→ Problem details:
A single number is required: how many lines in the data below contain "grid".

→ Exercise material:
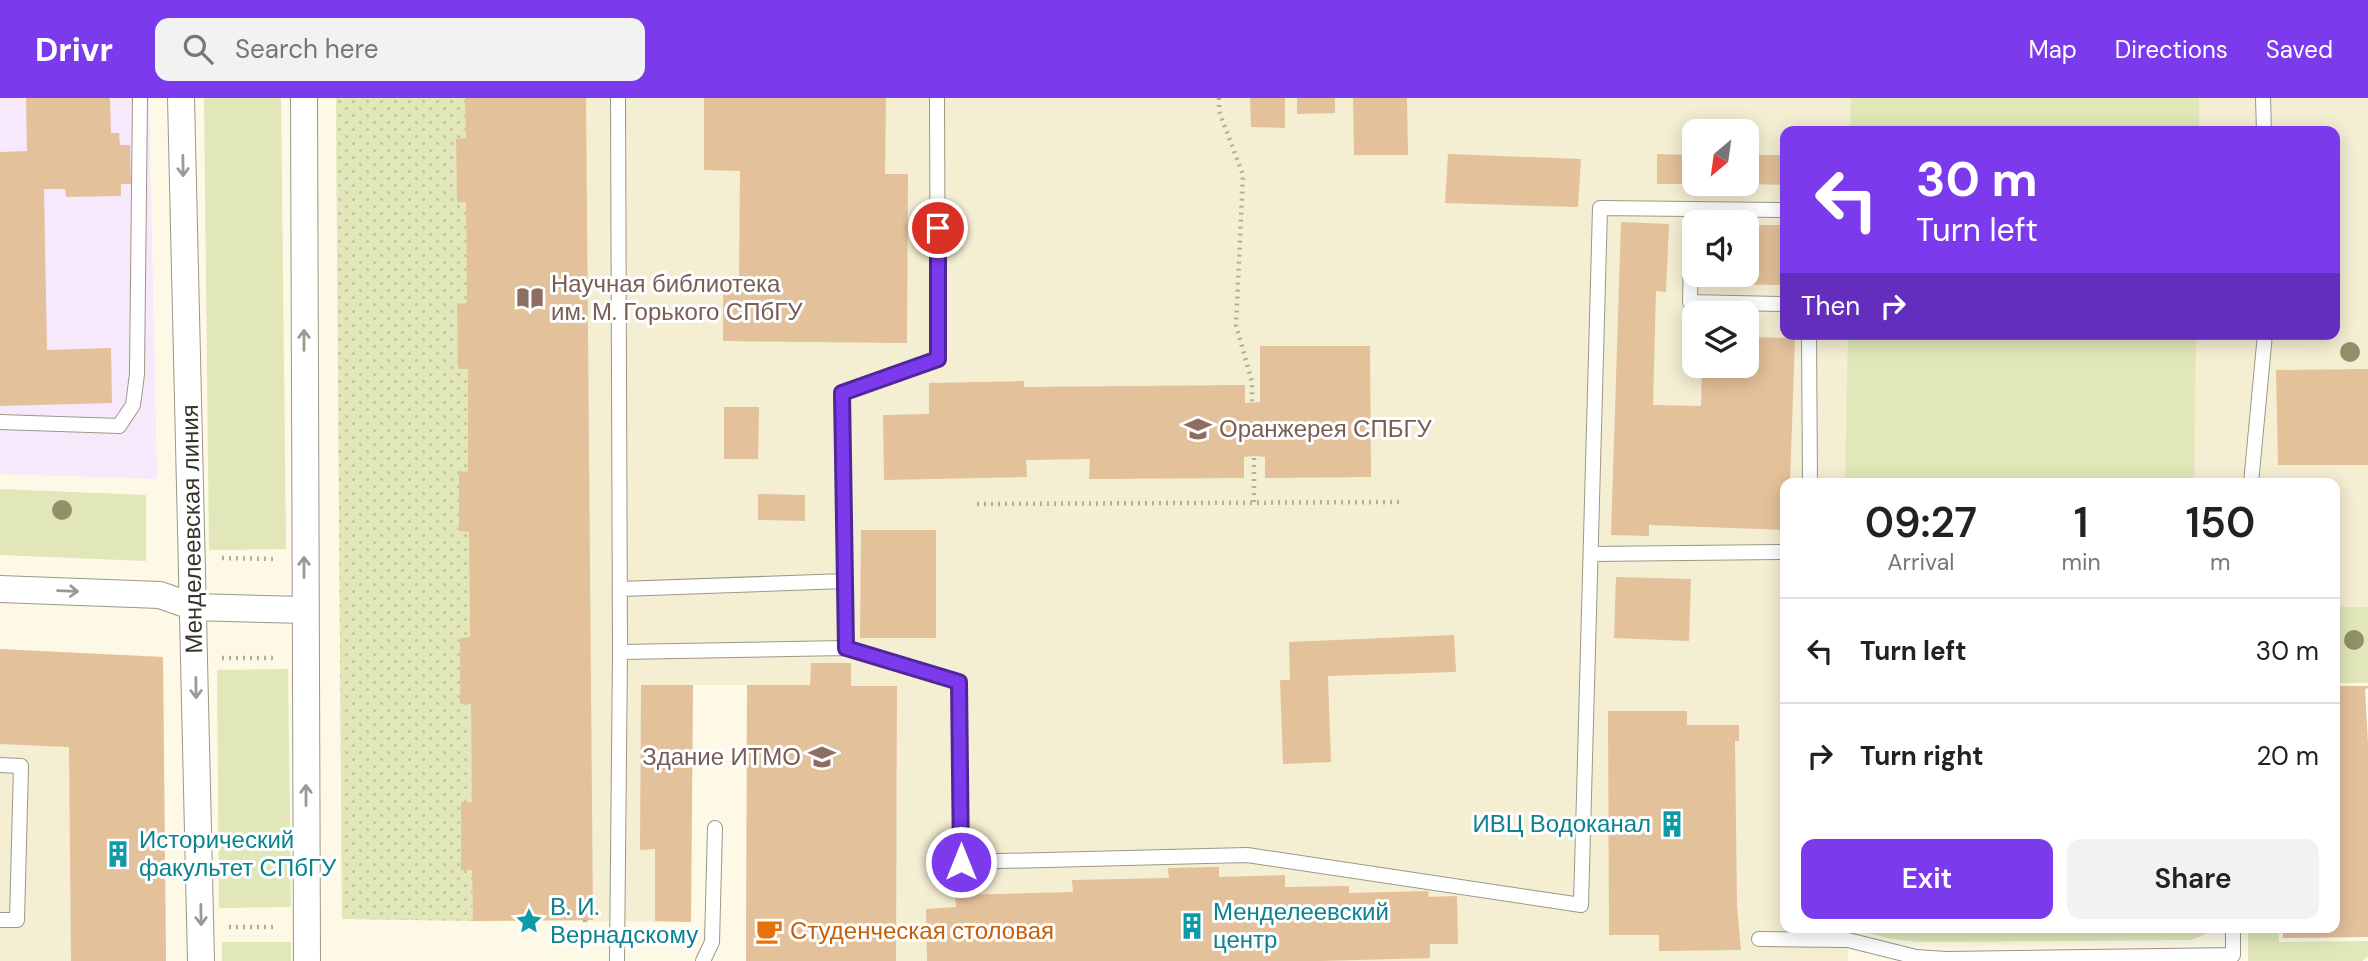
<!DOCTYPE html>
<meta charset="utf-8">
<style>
body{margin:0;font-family:"DM Sans",sans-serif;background:#f2f2f2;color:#222;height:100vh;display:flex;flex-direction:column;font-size:26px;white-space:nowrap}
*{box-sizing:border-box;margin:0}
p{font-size:23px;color:#767676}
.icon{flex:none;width:38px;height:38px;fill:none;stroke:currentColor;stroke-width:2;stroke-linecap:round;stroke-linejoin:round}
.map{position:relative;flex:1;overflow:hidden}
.drawer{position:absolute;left:1780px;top:380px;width:560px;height:455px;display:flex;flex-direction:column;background:#fff;border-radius:14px;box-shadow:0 4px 18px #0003}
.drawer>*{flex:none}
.banner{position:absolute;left:1780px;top:28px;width:560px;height:214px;border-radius:14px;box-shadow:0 4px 18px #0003;background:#7c3aed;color:#fff;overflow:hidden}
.needle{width:46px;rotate:209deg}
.tools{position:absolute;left:1682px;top:21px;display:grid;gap:14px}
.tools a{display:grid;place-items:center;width:77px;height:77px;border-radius:14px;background:#fff;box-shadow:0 4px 18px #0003;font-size:35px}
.pin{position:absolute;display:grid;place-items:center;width:60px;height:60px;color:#fff;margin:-30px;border:4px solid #fff;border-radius:50%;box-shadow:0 2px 7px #0007}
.me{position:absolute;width:77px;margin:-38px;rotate:0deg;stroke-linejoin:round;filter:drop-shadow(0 0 5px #0008)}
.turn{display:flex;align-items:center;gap:24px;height:147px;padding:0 21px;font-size:32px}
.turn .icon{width:91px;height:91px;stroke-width:2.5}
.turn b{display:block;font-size:49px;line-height:60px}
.then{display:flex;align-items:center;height:66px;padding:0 21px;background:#0003;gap:14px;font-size:26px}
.eta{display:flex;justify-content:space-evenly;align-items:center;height:119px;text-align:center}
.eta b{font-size:42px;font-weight:600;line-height:49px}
.cta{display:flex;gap:14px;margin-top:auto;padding:14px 21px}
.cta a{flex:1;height:80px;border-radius:14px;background:#7c3aed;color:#fff;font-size:28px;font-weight:600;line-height:80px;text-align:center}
.cta a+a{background:#f2f2f2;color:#222}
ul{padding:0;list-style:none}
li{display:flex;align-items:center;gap:21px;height:105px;padding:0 21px;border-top:2px solid #e0e0e0}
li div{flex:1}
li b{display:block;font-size:26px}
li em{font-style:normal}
header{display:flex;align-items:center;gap:42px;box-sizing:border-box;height:98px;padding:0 35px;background:#7c3aed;color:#fff}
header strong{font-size:33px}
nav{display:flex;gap:38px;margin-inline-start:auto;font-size:24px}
.search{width:490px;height:63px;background:#f2f2f2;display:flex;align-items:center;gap:18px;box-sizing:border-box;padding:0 24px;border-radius:14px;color:#767676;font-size:26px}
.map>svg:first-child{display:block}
</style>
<header>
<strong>Drivr</strong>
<div class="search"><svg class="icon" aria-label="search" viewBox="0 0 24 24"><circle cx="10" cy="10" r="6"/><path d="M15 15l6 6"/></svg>Search here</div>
<nav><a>Map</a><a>Directions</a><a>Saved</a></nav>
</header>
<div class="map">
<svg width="2368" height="863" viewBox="0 0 2368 863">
<defs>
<pattern id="park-dots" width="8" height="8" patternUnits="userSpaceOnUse" patternTransform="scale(1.75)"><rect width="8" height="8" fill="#e1e7b8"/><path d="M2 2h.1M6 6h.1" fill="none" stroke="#c2c79e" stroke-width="1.8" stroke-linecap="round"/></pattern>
</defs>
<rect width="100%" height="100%" fill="#fdf9e6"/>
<path fill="#f4eed3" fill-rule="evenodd" d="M336 0H2368V509H2335L2334 385H1785V830H1848V863H746V729H897V588H851V565H811L810 587H693L691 824 342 821ZM1694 33H1746V86H1694ZM1785 33H2334V236H1785ZM1694 124H1746V177H1694ZM1694 215H1746V268H1694Z
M0 551 163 559 166 863H0Z"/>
<path fill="#f8e8fb" d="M0 0H149L157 381 0 376Z"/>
<path fill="#e1e7b8" d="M204 0H281L286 451 209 452Z
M1851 0H2199V33H1850Z
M1848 236H2196L2194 385H1845Z
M0 391 146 397V463L0 457Z
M2335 509H2368V585H2335Z
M288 571 291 809 219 810 217 572Z
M1848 830H2210L2206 836 2191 842 1920 844 1892 841Z
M2248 830H2279V844L2368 843V858L2362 863H2248Z
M291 844V863H222V844Z"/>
<path fill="url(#park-dots)" d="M336 0H465L466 40 456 41 457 103 466 104 467 205 457 206 458 270 468 271V374H459V433L469 434 470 539 460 540V606H471L472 704 461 705V771L472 772 473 823 342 821Z"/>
<path fill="#e3c19a" d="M26 0H110L111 35H119L120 47H130L131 86H121V98L66 99 65 91H44L47 252 111 250 112 305 0 308V54L27 53Z
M465 0H586L593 822 473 823 472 772H461V704H472L471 606H460V540L470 539 469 434 459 433V373L468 374V271H458L457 206 467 205 466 104H457L456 41 466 40Z
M704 0H886L885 76H908L907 245 723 243V185L739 186 740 73 704 72Z
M1250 0H1285V30L1251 29Z
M1297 0H1335V15L1297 16Z
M1353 0H1407L1408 57H1354Z
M1448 56 1581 61 1578 109 1445 105Z
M1657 56 1694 57V86H1657Z
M1746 57H1785V87L1746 86Z
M1621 124 1669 126 1666 194 1656 193 1653 307 1701 308 1702 268H1746V239L1795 240 1790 385H1785V432L1649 427V438L1611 437Z
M1746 127H1785V187L1717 186V177H1746Z
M1260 248H1370L1371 379 1265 380V359L1254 358 1244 359V380L1089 381 1090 361 1026 362 1027 379 884 382 883 317 929 316V285L1024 283V289L1245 287V305L1260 304Z
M2368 271V367H2278L2276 272Z
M724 309H759L758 361H724Z
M758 396 805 397V423L758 422Z
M861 432H936V540H860Z
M1616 479 1691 481 1689 543 1614 540Z
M1454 537 1456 574 1328 578 1331 664 1283 666 1280 582H1290L1289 544Z
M0 551 163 559 166 863H71L69 649 0 646Z
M811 565H851V588H897L896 863H746L747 587H810Z
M641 587H693L691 824 655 823V751L640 752Z
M2334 588H2368V590L2365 591 2368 646V839L2283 840V830H2334Z
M1608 613H1687V627H1739V643H1735L1737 808 1741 852 1659 853V837H1609Z
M1219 769V779L1285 777V789L1349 788V795L1428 793 1429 799 1457 798 1458 846H1430V860L1320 863H927L926 811 956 809 955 797 1073 794 1072 782 1169 780 1168 770Z"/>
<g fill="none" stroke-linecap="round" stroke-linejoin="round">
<defs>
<path id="lane" d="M2263 0 2264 33
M1692 111 1690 204 1785 206
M1809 236 1810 385
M0 324 119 328 133 307 137 276 140 0
M2251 385 2265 236
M1591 456 1785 454
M620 491 845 483
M846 550 842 295 938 261 937 0
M620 554 846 550 959 584 961 764 1247 757 1581 807 1600 110 1785 112
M0 667 21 668 17 822H0
M1759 841 1848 842 1916 859 1946 861 2233 857V830
M617 863 620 554 618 0
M703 863 712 844 715 730"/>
<path id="street" d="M181 0 201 863
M304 0 307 863
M0 491 160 497 194 509 304 512"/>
</defs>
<use href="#lane" stroke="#9c9887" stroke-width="16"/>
<use href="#street" stroke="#9c9887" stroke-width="28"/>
<path stroke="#b1afa0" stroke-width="4.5" stroke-dasharray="2 5" stroke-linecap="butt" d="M1219 0V13L1243 77 1236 227 1252 284V304
M1254 404V358
M977 406 1399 404
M222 460 277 461
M222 560H276
M585 822 586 839
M229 829H276"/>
<use href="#lane" stroke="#fff" stroke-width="14"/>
<use href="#street" stroke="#fff" stroke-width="26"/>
</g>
<g fill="#919068">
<circle cx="2350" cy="254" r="10"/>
<circle cx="62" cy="412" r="10"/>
<circle cx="2354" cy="542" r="10"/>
</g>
<defs><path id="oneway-shaft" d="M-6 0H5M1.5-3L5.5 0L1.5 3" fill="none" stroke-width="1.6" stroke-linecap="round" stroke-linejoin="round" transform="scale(1.75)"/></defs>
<g stroke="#9a9a96">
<use href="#oneway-shaft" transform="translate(183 68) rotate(89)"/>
<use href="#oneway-shaft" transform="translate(304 242) rotate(-90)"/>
<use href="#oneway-shaft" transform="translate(304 469) rotate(-90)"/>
<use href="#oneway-shaft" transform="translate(68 493) rotate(2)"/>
<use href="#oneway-shaft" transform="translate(196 590) rotate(89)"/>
<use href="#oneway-shaft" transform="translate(306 697) rotate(-90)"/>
<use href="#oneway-shaft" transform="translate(201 817) rotate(89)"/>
</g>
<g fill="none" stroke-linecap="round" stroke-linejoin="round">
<defs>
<path id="route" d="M938 130V261L842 295 846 550 959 584 961 764"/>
</defs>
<use href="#route" stroke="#51269a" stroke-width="18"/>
<use href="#route" stroke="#7c3aed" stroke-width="12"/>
</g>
<defs>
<symbol id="library-bare" viewBox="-9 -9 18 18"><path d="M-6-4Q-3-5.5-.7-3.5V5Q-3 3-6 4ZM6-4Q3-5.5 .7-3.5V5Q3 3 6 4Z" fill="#8d6e63" stroke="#fff" stroke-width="2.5" paint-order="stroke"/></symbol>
<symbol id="university-bare" viewBox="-9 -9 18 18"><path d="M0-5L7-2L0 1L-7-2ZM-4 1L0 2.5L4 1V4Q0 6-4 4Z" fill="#8d6e63" stroke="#fff" stroke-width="2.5" paint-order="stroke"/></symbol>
<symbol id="building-bare" viewBox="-9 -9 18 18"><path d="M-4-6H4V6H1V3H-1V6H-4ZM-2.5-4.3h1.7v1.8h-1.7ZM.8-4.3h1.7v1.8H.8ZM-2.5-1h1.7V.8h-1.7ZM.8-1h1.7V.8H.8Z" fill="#0f9aa8" stroke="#fff" stroke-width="2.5" paint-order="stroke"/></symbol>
<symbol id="sight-bare" viewBox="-9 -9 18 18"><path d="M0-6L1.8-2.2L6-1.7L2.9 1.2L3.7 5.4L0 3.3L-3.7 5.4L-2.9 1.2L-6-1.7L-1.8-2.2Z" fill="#0f9aa8" stroke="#fff" stroke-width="2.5" paint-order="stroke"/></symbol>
<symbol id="cafe-bare" viewBox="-9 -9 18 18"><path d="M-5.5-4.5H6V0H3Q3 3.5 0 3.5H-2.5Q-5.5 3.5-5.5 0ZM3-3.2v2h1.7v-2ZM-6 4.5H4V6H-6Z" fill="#e8710a" stroke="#fff" stroke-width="2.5" paint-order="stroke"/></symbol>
</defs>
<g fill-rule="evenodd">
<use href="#library-bare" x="511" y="181" width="38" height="38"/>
<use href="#university-bare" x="1179" y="312" width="38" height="38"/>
<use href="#university-bare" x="803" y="640" width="38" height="38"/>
<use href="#building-bare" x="1653" y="707" width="38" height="38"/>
<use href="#building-bare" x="99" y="737" width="38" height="38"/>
<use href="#sight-bare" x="510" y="804" width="38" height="38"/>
<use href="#building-bare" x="1173" y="809" width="38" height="38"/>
<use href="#cafe-bare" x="750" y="814" width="38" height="38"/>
</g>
<g text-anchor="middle" stroke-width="6" stroke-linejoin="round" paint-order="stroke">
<g font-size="24" fill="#785e54" stroke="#fff" text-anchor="start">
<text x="551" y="194">Научная библиотека<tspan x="551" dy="28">им. М. Горького СПбГУ</tspan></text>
<text x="1219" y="339">Оранжерея СПБГУ</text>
<text x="801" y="667" text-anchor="end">Здание ИТМО</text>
</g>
<g font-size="24" fill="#35342c" stroke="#fff">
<text transform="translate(192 431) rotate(-91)" y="8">Менделеевская линия</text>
</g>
<g font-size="24" fill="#0d838f" stroke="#fff" text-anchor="start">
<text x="1651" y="734" text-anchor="end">ИВЦ Водоканал</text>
<text x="139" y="750">Исторический<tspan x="139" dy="28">факультет СПбГУ</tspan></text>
<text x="550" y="817">В. И.<tspan x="550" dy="28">Вернадскому</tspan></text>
<text x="1213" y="822">Менделеевский<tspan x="1213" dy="28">центр</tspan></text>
</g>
<g font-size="24" fill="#c56008" stroke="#fff" text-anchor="start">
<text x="790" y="841">Студенческая столовая</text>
</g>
</g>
</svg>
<div class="tools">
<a><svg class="needle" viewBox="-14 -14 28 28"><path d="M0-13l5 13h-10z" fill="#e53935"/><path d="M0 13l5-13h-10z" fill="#767676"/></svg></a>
<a><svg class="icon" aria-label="sound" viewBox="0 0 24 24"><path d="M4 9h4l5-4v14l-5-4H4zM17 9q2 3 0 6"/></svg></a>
<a><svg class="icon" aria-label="layers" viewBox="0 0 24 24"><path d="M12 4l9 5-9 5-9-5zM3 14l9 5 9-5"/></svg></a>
</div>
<div class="pin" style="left:938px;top:130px;background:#d93025"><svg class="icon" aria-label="arrive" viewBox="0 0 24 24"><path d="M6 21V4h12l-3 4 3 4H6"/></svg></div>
<svg class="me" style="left:961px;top:764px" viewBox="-20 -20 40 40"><circle r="17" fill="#7c3aed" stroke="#fff" stroke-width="3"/><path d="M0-11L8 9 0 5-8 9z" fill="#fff"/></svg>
<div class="banner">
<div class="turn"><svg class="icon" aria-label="left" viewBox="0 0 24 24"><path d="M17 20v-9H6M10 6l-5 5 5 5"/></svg><div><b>30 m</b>Turn left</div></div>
<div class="then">Then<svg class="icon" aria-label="right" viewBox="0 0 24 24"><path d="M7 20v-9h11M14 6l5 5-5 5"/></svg></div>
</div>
<section class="drawer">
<div class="eta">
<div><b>09:27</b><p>Arrival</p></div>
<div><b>1</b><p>min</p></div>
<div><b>150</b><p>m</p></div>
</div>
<ul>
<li><svg class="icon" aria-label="left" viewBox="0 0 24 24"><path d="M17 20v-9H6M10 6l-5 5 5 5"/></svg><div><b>Turn left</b></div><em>30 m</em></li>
<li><svg class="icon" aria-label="right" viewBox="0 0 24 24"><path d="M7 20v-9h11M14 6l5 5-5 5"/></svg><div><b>Turn right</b></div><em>20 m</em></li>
</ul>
<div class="cta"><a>Exit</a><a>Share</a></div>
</section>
</div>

→ Written response:
3